5. The Zhivago Affair: The Kremlin, the CIA, and the Battle Over a Forbidden Book, by Peter Finn and Petra Couvée (Pantheon, June 17)
A work of deep historical research that reads a little like Le Carré, this is the backstory of the foreign publication of Boris Pasternak’s Dr. Zhivago, and it bears its multiple burdens lightly: a sideways biography of Pasternak; a psychological history of Soviet Russia; a powerful argument for the book as literature; an entry into the too-small canon on the CIA’s role in shaping culture. In new reporting on the Agency’s distribution of the book behind enemy lines, the authors show how both sides in the Cold War used literary prestige as a weapon without resorting to cheap moral equivalency.
6. The Rise and Fall of Great Powers, by Tom Rachman (Dial Press, June 10)
Don’t fear the quirky female heroine tripping back and forth through time and space, on a journey to reconstruct a far-flung past stuffed with eccentrics. Rachman’s second novel only mildly resembles (and markets itself as) the whimsical, history-schmeared kin of Foer and his ilk. Rachman is too careful a sketch artist of both the micro (finely drawn characters) and the macro (wild subplots that miraculously cohere at the end). What he produces is more like light Dickens — if Dickens’s heroes had access to airplanes and the internet.
7. J.D. Salinger: The Escape Artist, by Thomas Beller (New Harvest, June 3)
8. My Salinger Year, by Joanna Rakoff (Knopf, June 3)

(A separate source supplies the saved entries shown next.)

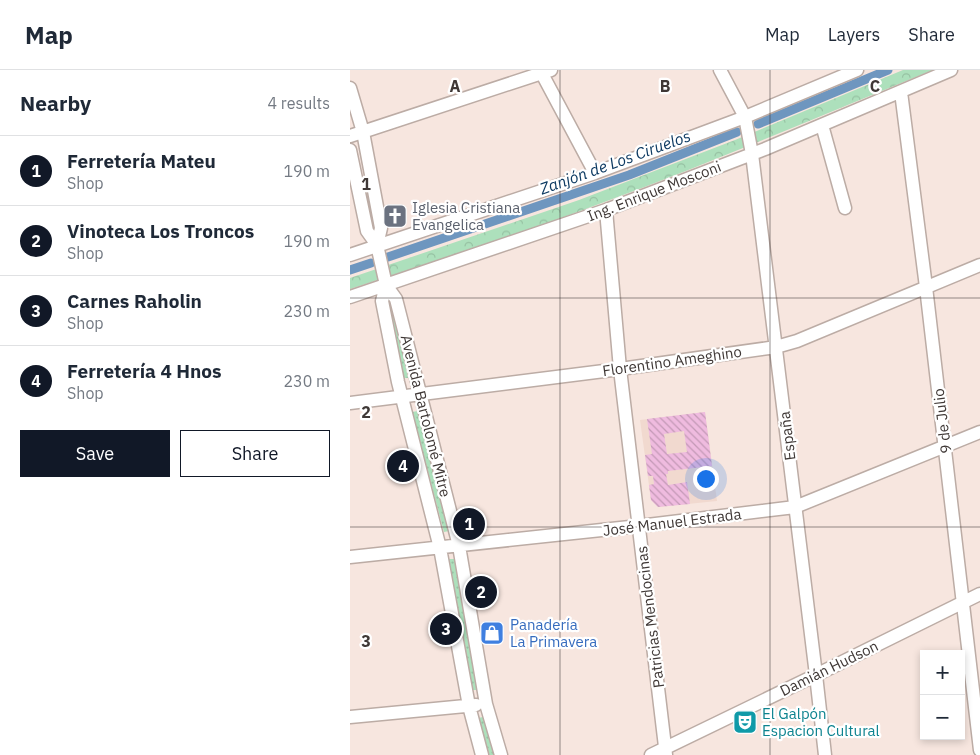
<!DOCTYPE html>
<html lang="en">
<head>
<meta charset="utf-8">
<style>
  body { margin:0; font-family:"IBM Plex Sans",sans-serif; background:#f6f6f7; color:#1f2937 }
  .controls { position:absolute; right:15px; bottom:15px; display:grid; overflow:hidden; border-radius:0px; box-shadow:0 2px 8px #0003 }
  .controls button { width:45px; height:45px; display:grid; place-items:center; padding:0; border:0; border-bottom:1px solid #e0e1e3; background:#fff; color:#1f2937; font:25px sans-serif }
  .you { position:absolute; left:355px; top:408px; width:18px; height:18px; margin:-12px; border:4px solid #fff; border-radius:50%; background:#1a73e8; box-shadow:0 0 0 8px #1a73e833 }
  .badge { display:grid; place-items:center; width:32px; height:32px; border-radius:50%; background:#111827; color:#fff; font-size:16px; font-weight:700 }
  .pin { position:absolute; translate:-50% -50%; border:2px solid #fff; box-shadow:0 1px 5px #0006 }
  .list { margin:0; padding:0; list-style:none }
  h2 { display:flex; justify-content:space-between; align-items:center; height:65px; margin:0; padding:0 20px; font-size:21px }
  h2 small { font-size:16px; font-weight:400; color:#747a83 }
  .list li { display:grid; grid-template-columns:32px 1fr auto; gap:15px; align-items:center; box-sizing:border-box; height:70px; padding:0 20px; border-top:1px solid #e0e1e3 }
  .list b { display:block; font-size:19px; white-space:nowrap }
  .list p { margin:0; font-size:16px; white-space:nowrap; color:#747a83 }
  .list em { font-size:16px; font-style:normal; color:#747a83 }
  .actions { display:flex; gap:10px; padding:15px 20px }
  .actions a { flex:1; padding:11px 0; border:1px solid #111827; border-radius:0px; text-align:center; font-size:18px; color:#111827 }
  .actions .main { background:#111827; color:#fff }
  .map { position:relative; flex:none; width:630px; height:685px; overflow:hidden }
  header { display:flex; align-items:center; gap:30px; box-sizing:border-box; height:70px; padding:0 25px; background:#fff; border-bottom:1px solid #e0e1e3 }
  header strong { font-size:24px }
  nav { display:flex; gap:28px; margin-inline-start:auto; font-size:18px }
  main { display:flex }
  aside { flex:1; background:#fff }
  .map>svg:first-child { display:block }
</style>
</head>
<body>
<header>
<strong>Map</strong>
<nav><a>Map</a><a>Layers</a><a>Share</a></nav>
</header>
<main>
<aside>
<h2>Nearby<small>4 results</small></h2>
<ul class="list">
<li><span class="badge">1</span><div><b>Ferretería Mateu</b><p>Shop</p></div><em>190 m</em></li>
<li><span class="badge">2</span><div><b>Vinoteca Los Troncos</b><p>Shop</p></div><em>190 m</em></li>
<li><span class="badge">3</span><div><b>Carnes Raholin</b><p>Shop</p></div><em>230 m</em></li>
<li><span class="badge">4</span><div><b>Ferretería 4 Hnos</b><p>Shop</p></div><em>230 m</em></li>
</ul>
<div class="actions"><a class="main">Save</a><a>Share</a></div>
</aside>
<div class="map">
<svg width="630" height="685" viewBox="0 0 630 685">
  <defs>
    <pattern id="grass-dots" width="8" height="8" patternUnits="userSpaceOnUse" patternTransform="scale(1.25)"><rect width="8" height="8" fill="#ade0bc"/><path d="M2 2h.1M6 6h.1" fill="none" stroke="#96c1a2" stroke-width="1.8" stroke-linecap="round"/></pattern>
    <pattern id="park-crowns" width="20" height="18" patternUnits="userSpaceOnUse" patternTransform="scale(1.25)"><rect width="20" height="18" fill="#ade0bc"/><path d="M2 6a3 3 0 1 1 6 0M12 15a3 3 0 1 1 6 0" fill="none" stroke="#96c1a2"/></pattern>
    <pattern id="building-back-hatch" width="6" height="6" patternUnits="userSpaceOnUse" patternTransform="scale(1.25)"><rect width="6" height="6" fill="#efbbdf"/><path d="M-1 5l2 2M0 0l6 6M5-1l2 2" fill="none" stroke="#c399b6"/></pattern>
  </defs>
  <rect width="100%" height="100%" fill="#f7e6df"/>
  <path fill="#f1d9cf" d="M355 342 367 431 308 437 301 430 290 350Z"/>
  <path fill="url(#grass-dots)" d="M42 232 58 308H54L37 233Z
    M68 341 99 461 94 462 62 342Z
    M99 489H105L128 620H122Z
    M133 647 144 685H139L128 648Z"/>
  <path fill="url(#park-crowns)" d="M553 0H583C475 44 367 90 257 131 172 163 86 191 0 219V208L229 130 385 70Z"/>
  <g fill="none" stroke-linecap="round" stroke-linejoin="round">
    <path stroke="#6e96bf" stroke-width="9" d="M408 54 538 0
      M38 187 279 105 387 62
      M0 200 21 193"/>
  </g>
  <path fill="url(#building-back-hatch)" fill-rule="evenodd" d="M355 342 362 396 318 401V404H316L318 415 337 412 340 434 308 437 301 430 299 415 304 414 303 406H298L295 385 302 384 297 349ZM334 361 337 382 317 384 314 364Z"/>
  <g fill="none" stroke-linecap="round" stroke-linejoin="round">
    <g stroke="#bcaca5" stroke-width="15">
      <path id="minor" d="M190 0 245 103
        M370 0 395 47 402 84 466 605 475 685
        M0 18 13 62 31 158 27 175
        M551 22 576 217 630 680
        M472 55 495 138
        M0 66 201 0
        M0 80 17 161 27 175 36 215 46 229 109 476 136 634 151 685
        M256 140 270 299 316 685
        M0 185 245 103 395 47 507 0
        M36 215 32 231 48 312 90 478 119 636 132 685
        M0 227 256 140 415 79 601 0
        M0 333 270 299 426 277 447 271 630 195
        M0 487 289 456 445 437 630 362
        M0 647 126 635
        M301 685 466 605 630 524"/>
    </g>
    <use href="#minor" stroke="#fff" stroke-width="12"/>
  </g>
  <path fill="none" stroke="#3f3836" stroke-width="1" stroke-opacity="0.55" d="M210 0V685M420 0V685M0 228H630M0 457H630"/>
  <defs>
    <g id="church-square" transform="scale(1.25)"><rect x="-9" y="-9" width="18" height="18" rx="4" fill="#6b7280" stroke="#fff"/><path d="M-1.2-6h2.4v3.5h3.3v2.4h-3.3V6h-2.4V-.1h-3.3v-2.4h3.3Z" fill="#fff"/></g>
    <g id="shop-square" transform="scale(1.25)"><rect x="-9" y="-9" width="18" height="18" rx="4" fill="#3f7fe0" stroke="#fff"/><path d="M-5-2.5h2.3a2.7 3.5 0 0 1 5.4 0H5L5.5 6h-11ZM-1.5-2.5h3a1.5 2.3 0 0 0-3 0Z" fill="#fff"/></g>
    <g id="theatre-square" transform="scale(1.25)"><rect x="-9" y="-9" width="18" height="18" rx="4" fill="#0f9aa8" stroke="#fff"/><path d="M-5-5.5Q0-4 5-5.5V0Q5 5 0 6Q-5 5-5 0ZM-3.3-2.5H-1v1.5H-3.3ZM1-2.5H3.3v1.5H1ZM-2.8 1Q0 5.5 2.8 1Z" fill="#fff"/></g>
  </defs>
  <g fill-rule="evenodd">
    <use href="#church-square" x="45" y="146"/>
    <use href="#shop-square" x="142" y="563"/>
    <use href="#theatre-square" x="395" y="652"/>
  </g>
  <g text-anchor="middle" dominant-baseline="central" stroke-width="4.5" stroke-linejoin="round" paint-order="stroke">
    <g font-size="15" fill="#3f3836" stroke="#fff">
      <text transform="translate(304 121) rotate(-21)">Ing. Enrique Mosconi</text>
      <text transform="translate(322 291) rotate(-8)">Florentino Ameghino</text>
      <text transform="translate(76 346) rotate(76)">Avenida Bartolomé Mitre</text>
      <text transform="translate(592 351) rotate(-97)">9 de Julio</text>
      <text transform="translate(437 366) rotate(-97)">España</text>
      <text transform="translate(322 452) rotate(-7)">José Manuel Estrada</text>
      <text transform="translate(300 547) rotate(-97)">Patricias Mendocinas</text>
      <text transform="translate(479 598) rotate(-26)">Damián Hudson</text>
    </g>
    <g font-size="15" fill="#5b616d" stroke="#fff" text-anchor="start">
      <text x="62" y="137">Iglesia Cristiana<tspan x="62" dy="17">Evangelica</tspan></text>
    </g>
    <g font-size="15" fill="#366cbe" stroke="#fff" text-anchor="start">
      <text x="160" y="554">Panadería<tspan x="160" dy="17">La Primavera</tspan></text>
    </g>
    <g font-size="15" fill="#0d838f" stroke="#fff" text-anchor="start">
      <text x="412" y="643">El Galpón<tspan x="412" dy="17">Espacion Cultural</tspan></text>
    </g>
    <g font-size="16" font-style="italic" fill="#0d3a62" stroke="#fff">
      <text transform="translate(265 92) rotate(-20)">Zanjón de Los Ciruelos</text>
    </g>
  </g>
  <g font-size="16" text-anchor="middle" font-weight="bold" fill="#3f3836" stroke="#fff" stroke-width="4.5" stroke-linejoin="round" paint-order="stroke">
    <text x="105" y="22">A</text>
    <text x="315" y="22">B</text>
    <text x="525" y="22">C</text>
    <text x="16" y="120">1</text>
    <text x="16" y="348">2</text>
    <text x="16" y="577">3</text>
  </g>
</svg>
<div class="controls">
<button>+</button>
<button>−</button>
</div>
<div class="you"></div>
<div class="pin badge" style="left:119px;top:454px">1</div>
<div class="pin badge" style="left:131px;top:522px">2</div>
<div class="pin badge" style="left:96px;top:559px">3</div>
<div class="pin badge" style="left:53px;top:396px">4</div>
</div>
</main>
</body>
</html>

A year after the release of Shane Salerno and David Shields’s scandalous biography (along with a much-derided companion docudrama), two more personal and sympathetic takes prove worthy (if minor) correctives. Beller’s is the closer book to proper biography, though blessedly free of Salerno and Shields’s horn-blowing. J.D. Salinger is slim, discursive, and shot through with tales of the quest itself, à la Geoff Dyer. Relying on interviews, artifacts, and the notoriously suppressed original manuscript of Ian Hamilton’s 1988 biography, Beller has his affectations, like long, David Foster Wallace–style footnotes. But then, so did Salinger, and the affinity and affection is clear throughout. Rakoff’s book is much more a memoir than a biography — the story of how the young grad-school dropout found her footing among the New York literati while colonizing Williamsburg and working for the literary agency that represented Salinger. Rakoff doesn’t reveal much about her “subject” that we don’t know, but her inset portrait of him draws on something Beller never had: repeated written and phone contact with the man himself.